One of the puzzles presented postulates a set of thirteen balls (or twelve — it’s really the same solution for either number, with an added chance of finishing early in the case of the thirteenth ball), one of which is a different weight from the rest.  The solution requires that the maximum needed number of weighings with a simple balance-scale is minimized.  Thus, while thirteen balls affords an opportunity to finish with only one weighing by determining that all balls except the thirteenth weigh exactly the same, the important measure is how many weighings are required in the worst-case scenario.  The answer, by the way, requires only three weighings.  I’ll leave it to you to discover it, or to look it up on the Classic Puzzles weblog if you want to “cheat”.

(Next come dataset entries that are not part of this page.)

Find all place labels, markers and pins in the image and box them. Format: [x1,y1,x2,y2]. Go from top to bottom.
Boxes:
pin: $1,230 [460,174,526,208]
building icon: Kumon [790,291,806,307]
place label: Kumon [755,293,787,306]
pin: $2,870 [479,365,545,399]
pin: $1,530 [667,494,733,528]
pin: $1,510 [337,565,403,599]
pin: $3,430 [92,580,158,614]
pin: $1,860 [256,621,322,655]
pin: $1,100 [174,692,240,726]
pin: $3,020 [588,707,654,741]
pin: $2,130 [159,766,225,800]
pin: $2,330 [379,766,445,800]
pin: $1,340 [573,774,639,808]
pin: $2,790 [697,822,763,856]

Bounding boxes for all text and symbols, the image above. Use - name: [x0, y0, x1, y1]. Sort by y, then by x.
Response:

Another of the puzzles on that weblog is the “two eggs” problem where you must determine the highest safe floor of a 100-storey building from which you may drop a particular type of egg without the egg breaking, and without any idea how tough these eggs are before you start.  This problem is known as a “two eggs” problem because you are allowed to break a grand total of two eggs in the process of discovering the highest safe floor for dropping eggs.  The correct solution will require you to achieve an answer in the smallest possible number of drops, which means that starting at the first floor and working your way up one at a time will take far too long to be acceptable.

I managed to figure out the answers to both of these on my own in a matter of minutes, despite the fact that the closest I’ve ever come to either one of these problems before was an eight-ball version of the thirteen balls problem (which is considerably easier to solve and far better known).  Having considered these problems, and their solutions, at some length I’ve decided that neither one of the solutions is exactly what most interests me.  Instead, I’m more interested in developing an algorithm not just to solve the problem as presented, but to solve the problem without knowing how many balls, or how many floors in the building, at the time when the algorithm is developed.

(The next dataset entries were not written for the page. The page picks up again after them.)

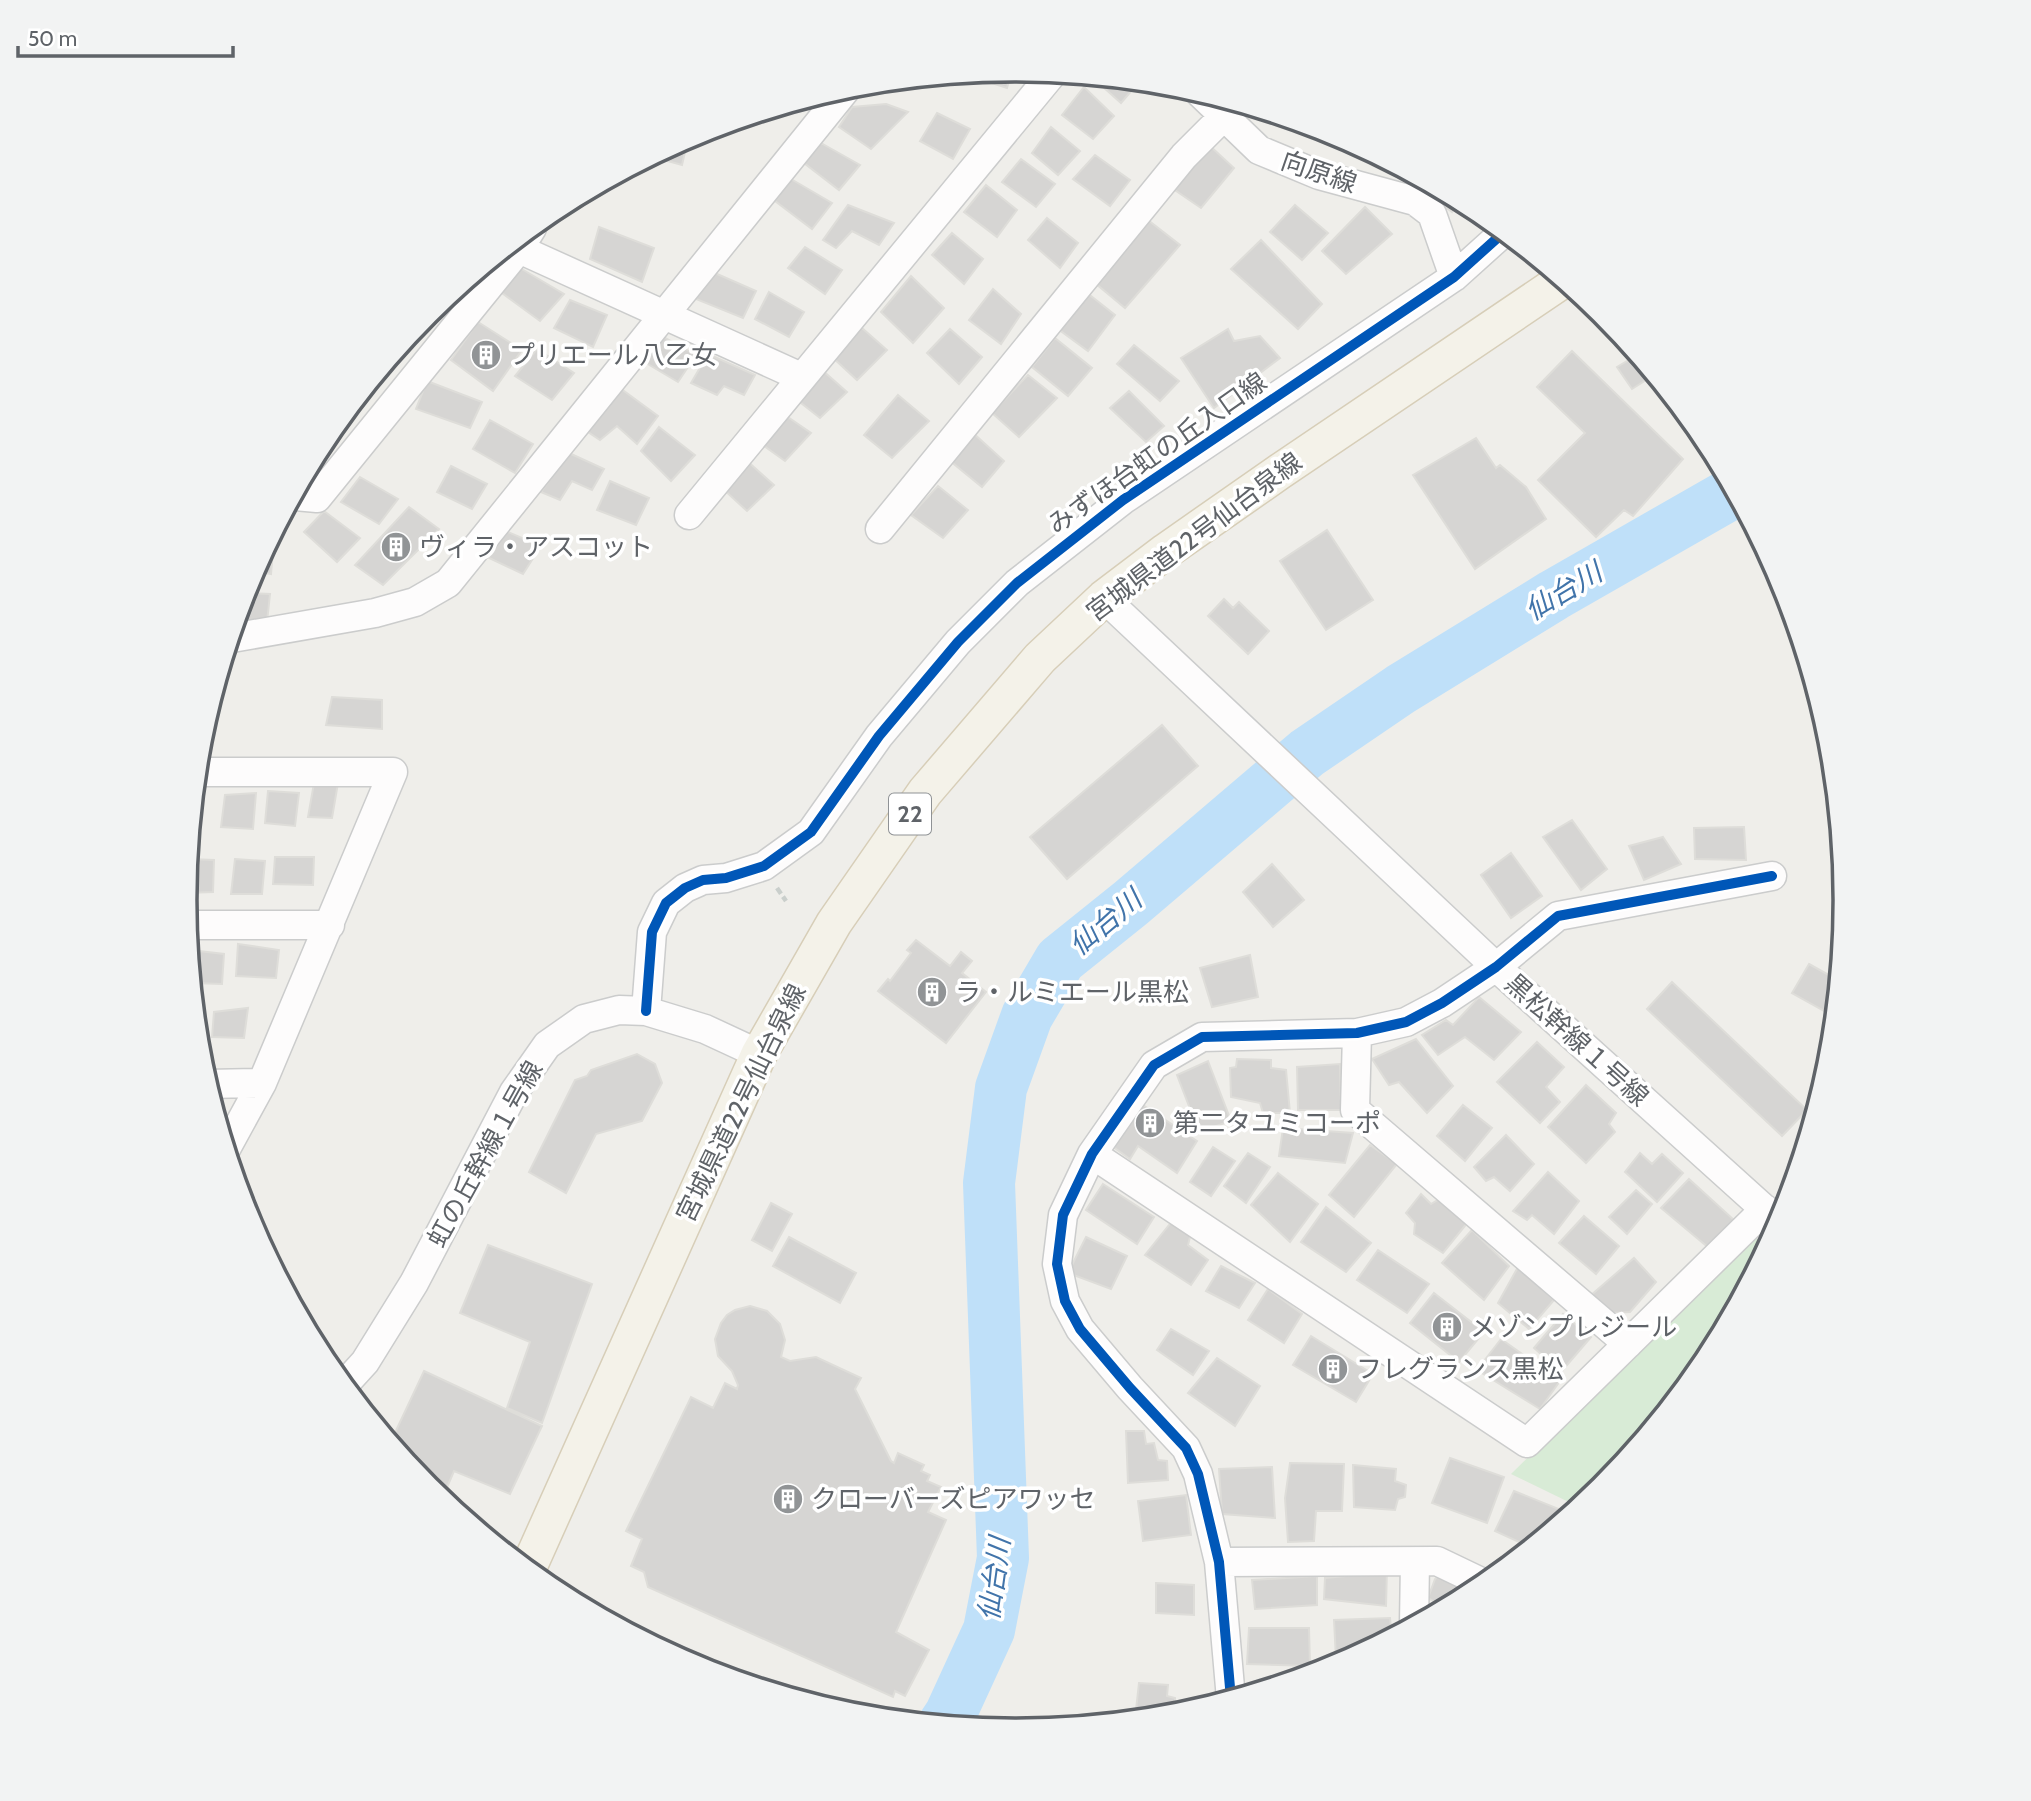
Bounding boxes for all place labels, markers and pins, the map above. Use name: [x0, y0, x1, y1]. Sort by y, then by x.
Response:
building icon: プリエール八乙女: [469, 338, 503, 372]
place label: プリエール八乙女: [509, 339, 717, 371]
building icon: ヴィラ・アスコット: [379, 530, 413, 564]
place label: ヴィラ・アスコット: [419, 531, 653, 563]
building icon: ラ・ルミエール黒松: [915, 975, 949, 1009]
place label: ラ・ルミエール黒松: [955, 976, 1189, 1008]
building icon: 第二タユミコーポ: [1133, 1106, 1167, 1140]
place label: 第二タユミコーポ: [1173, 1107, 1381, 1139]
building icon: メゾンプレジール: [1430, 1310, 1464, 1344]
place label: メゾンプレジール: [1470, 1311, 1677, 1343]
building icon: フレグランス黒松: [1316, 1352, 1350, 1386]
place label: フレグランス黒松: [1356, 1353, 1563, 1385]
building icon: クローバーズピアワッセ: [771, 1482, 805, 1516]
place label: クローバーズピアワッセ: [811, 1483, 1095, 1515]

I’m curious, for instance, whether there is an α(n) solution to an n balls problem, where α(n) is a function that produces an extremely slowly accelerating curve — not quite O(1), but in practical terms darned close to it.  If O(1) looks like gibberish to you, check out the Wikipedia article about Big O notation.  In simple terms, O(1) means that the time to complete an operation on a given data set is constant, no matter how big the data set is.  By contrast, O(n) means that the time to completion progresses linearly, in exact proportion to how many items are in the data set.

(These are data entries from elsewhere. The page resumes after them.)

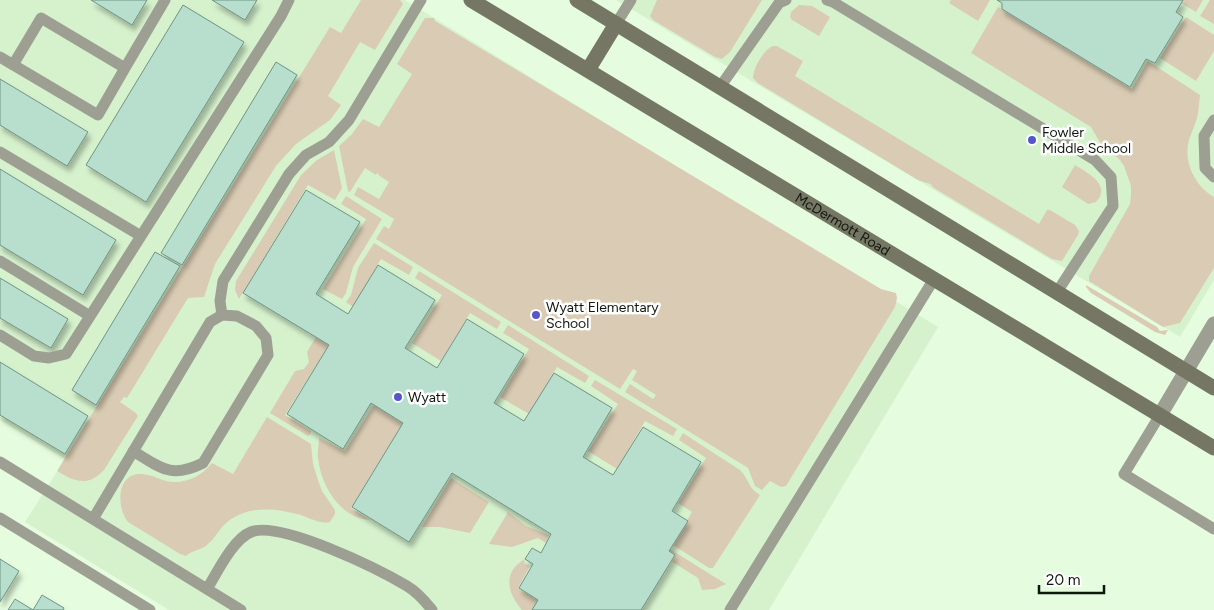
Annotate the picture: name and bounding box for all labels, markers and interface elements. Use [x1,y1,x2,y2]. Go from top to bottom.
place label: Fowler Middle School [1042,124,1131,157]
marker: Fowler Middle School [1026,134,1038,146]
street label: McDermott Road [792,189,893,260]
place label: Wyatt Elementary School [546,299,659,332]
marker: Wyatt Elementary School [530,309,542,321]
place label: Wyatt [408,389,446,406]
marker: Wyatt [392,391,404,403]
scale bar [1039,562,1104,594]
text: 20 m [1046,571,1080,589]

I managed to work out a system for solving the two egg problem for n storey buildings while I was solving the problem.  It was the simplest path to completion for me.  I thought about it, and realized that unlike the n balls problem it does not lend itself to a constant operation period the way a given data set size for weighing balls does.  The maximally efficient system will be one that very consciously aims to be solved in a specific number of operations, and the trick is to determine that number.  One must drop from a given storey, then if it breaks start at one and work your way up to the next time it breaks.  If it doesn’t, jump up to a higher number by adding one less than the last number you added.  For instance, with a ten storey building, you’re best off starting at the fourth floor and, assuming you never break an egg before getting to the tenth, add three, then try again after adding two.  This means that if it breaks on the first try at the fourth floor, you max out at four tries, with four, then one, then two, then three.  If it doesn’t break, but does at seven, it still only takes four: four, seven, five, six.  And so on.  The same principle applies to twenty, forty, a hundred, or any other number of storeys in the building.

This magic starting number can be determined by counting backward from the number of total storeys in the building, in increments that increase in size by one each time.  To arrive at four, I started with ten and subtracted one.  Next, I subtracted two, then I subtracted three.  10 – 1 = 9.  9 – 2 = 7.  7 – 3 = 4.  It’s that simple.  There’s a two stage calculation involved: first, determine your “magic number”, and second, apply your test using that number as your starting point.

I haven’t yet attacked the problem of a set of n size for the n balls problem, basically because I didn’t have the epiphanic moment while solving the problem of realizing the underlying principle of it that I did with the two eggs problem.  Do any of you have ideas for how to approach it?